A theoretical addition from 2005 is that of Kahl in her article "The religious roots of modern policy: Catholic, Lutheran and Reformed Protestant traditions compared." She argues that the welfare state policies of several European countries can be traced back to their religious origins. This process has its origin in the "poor relief" systems, and social norms present in Christian nations. The example countries are categorized as follows: Catholic (Spain, Italy and France); Lutheran (Denmark, Sweden and Germany); Reformed Protestant (Netherlands, the UK and the USA). The Catholic countries had a late adoption of welfare benefits and social assistance, the latter being splintered and meagre, due to several religious and social factors. Giving alms was an important part of Catholic society as the wealthy could resolve their sins through participation in the act. As such, begging was allowed and was subject to a greater degree of acceptance. Poverty was seen as being close to grace, and there was no onus for change placed onto the poor. These factors, coupled with the power of the church meant that state provided benefits did not arise until late in the 20th century. Additionally, social assistance was not done at a comprehensive level, each group in need had its assistance added incrementally. This accounts for the fragmented nature of social assistance in these countries.

Lutheran states were early to provide welfare and late to provide social assistance but this was done uniformly. Poverty was seen as more of an individual affliction of laziness and immorality. Work was viewed as a calling. As such these societies banned begging and created workhouses to force the able-bodied to work. These uniform state actions paved the way for comprehensive welfare benefits, as those who worked deserved assistance when in need. When social assistance was delivered for those who had never worked, it was in the context of the uniform welfare provision. The concept of Predestination is key for understanding welfare assistance in Reformed Protestant states. Poor people were seen as being punished, therefore begging and state assistance was non existent. As such churches and charities filled the void resulting in early social assistance and late welfare benefits. The USA still has minimal welfare benefits today, because of their religious roots, according to Kahl.

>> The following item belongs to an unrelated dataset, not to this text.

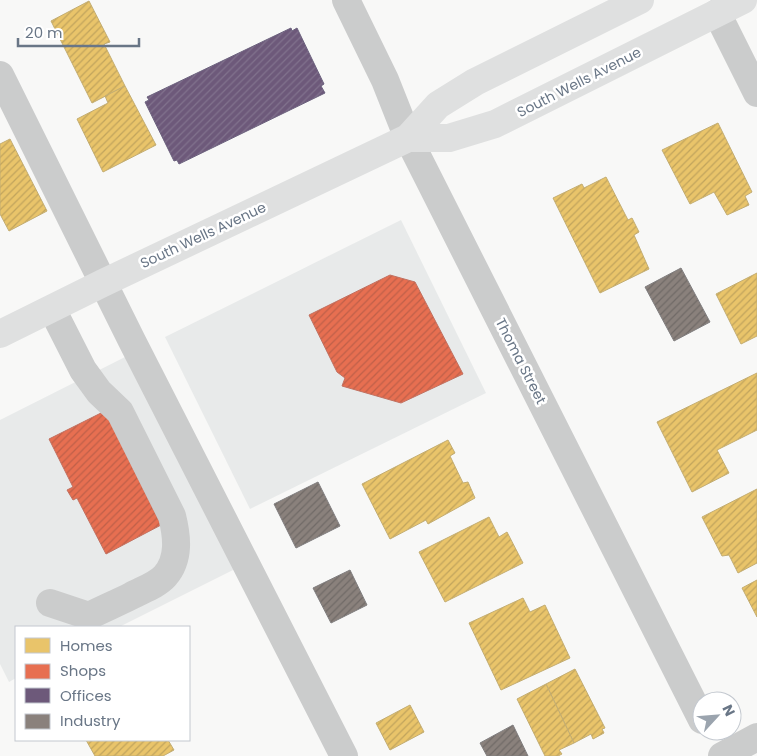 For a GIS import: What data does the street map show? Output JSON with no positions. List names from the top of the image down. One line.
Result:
{"streets":{"main road":["South Wells Avenue"],"street":["Thoma Street"]},"crossings":[["South Wells Avenue","Thoma Street"]],"legend":["Homes","Shops","Offices","Industry"],"scale_bar":"20 m","north":"top right"}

Also from 2005, Jacob Hacker stated that there was "broad agreement" in research on welfare that there had not been welfare state retrenchment. Instead, "social policy frameworks remain secure."

== Forms ==

Broadly speaking, welfare states are either universal, with provisions that cover everybody, or selective, with provisions covering only those deemed most needy. In his 1990 book, The Three Worlds of Welfare Capitalism, Danish sociologist Gøsta Esping-Andersen further identified three subtypes of welfare state models: liberal, social-democratic, and conservative.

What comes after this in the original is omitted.